Stored data entries
______

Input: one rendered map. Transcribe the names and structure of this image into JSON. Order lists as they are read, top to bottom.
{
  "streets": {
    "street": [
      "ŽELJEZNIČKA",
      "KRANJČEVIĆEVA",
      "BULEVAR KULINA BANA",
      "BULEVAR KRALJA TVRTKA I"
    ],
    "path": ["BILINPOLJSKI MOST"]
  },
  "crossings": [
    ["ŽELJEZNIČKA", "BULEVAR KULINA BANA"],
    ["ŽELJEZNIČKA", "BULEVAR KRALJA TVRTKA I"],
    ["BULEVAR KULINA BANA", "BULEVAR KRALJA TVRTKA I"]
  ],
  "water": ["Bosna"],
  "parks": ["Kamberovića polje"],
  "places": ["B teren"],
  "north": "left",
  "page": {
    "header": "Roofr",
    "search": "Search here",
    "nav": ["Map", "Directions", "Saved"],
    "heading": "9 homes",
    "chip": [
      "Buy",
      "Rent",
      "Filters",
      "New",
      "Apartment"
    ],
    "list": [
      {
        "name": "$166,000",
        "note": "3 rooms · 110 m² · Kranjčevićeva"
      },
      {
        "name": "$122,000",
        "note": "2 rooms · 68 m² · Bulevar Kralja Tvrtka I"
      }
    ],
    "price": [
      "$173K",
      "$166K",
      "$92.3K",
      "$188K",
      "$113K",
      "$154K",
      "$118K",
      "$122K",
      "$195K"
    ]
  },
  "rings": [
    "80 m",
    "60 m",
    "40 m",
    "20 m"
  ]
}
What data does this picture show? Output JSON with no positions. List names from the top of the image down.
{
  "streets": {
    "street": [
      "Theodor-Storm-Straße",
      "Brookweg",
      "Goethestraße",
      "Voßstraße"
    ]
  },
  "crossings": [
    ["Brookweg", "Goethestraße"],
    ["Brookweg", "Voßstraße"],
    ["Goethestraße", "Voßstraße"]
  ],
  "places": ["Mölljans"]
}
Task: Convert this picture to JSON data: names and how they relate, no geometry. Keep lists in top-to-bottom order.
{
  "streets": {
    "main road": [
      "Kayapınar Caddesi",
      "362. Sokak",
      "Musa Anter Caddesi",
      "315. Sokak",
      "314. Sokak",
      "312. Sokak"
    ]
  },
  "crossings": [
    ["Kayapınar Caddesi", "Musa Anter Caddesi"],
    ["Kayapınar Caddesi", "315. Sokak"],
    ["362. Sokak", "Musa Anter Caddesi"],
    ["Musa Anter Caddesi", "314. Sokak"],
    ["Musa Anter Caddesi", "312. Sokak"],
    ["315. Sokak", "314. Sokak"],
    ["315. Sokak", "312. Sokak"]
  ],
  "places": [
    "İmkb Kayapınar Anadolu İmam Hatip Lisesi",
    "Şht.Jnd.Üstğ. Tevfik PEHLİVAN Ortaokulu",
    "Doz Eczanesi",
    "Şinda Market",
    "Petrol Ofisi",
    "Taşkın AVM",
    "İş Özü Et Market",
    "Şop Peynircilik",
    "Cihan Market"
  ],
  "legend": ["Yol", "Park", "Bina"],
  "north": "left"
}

______

- What you are asked to do
Each line in the entries above that includes the string "Anter" adds to the count; state that count only.

- Result of this task
5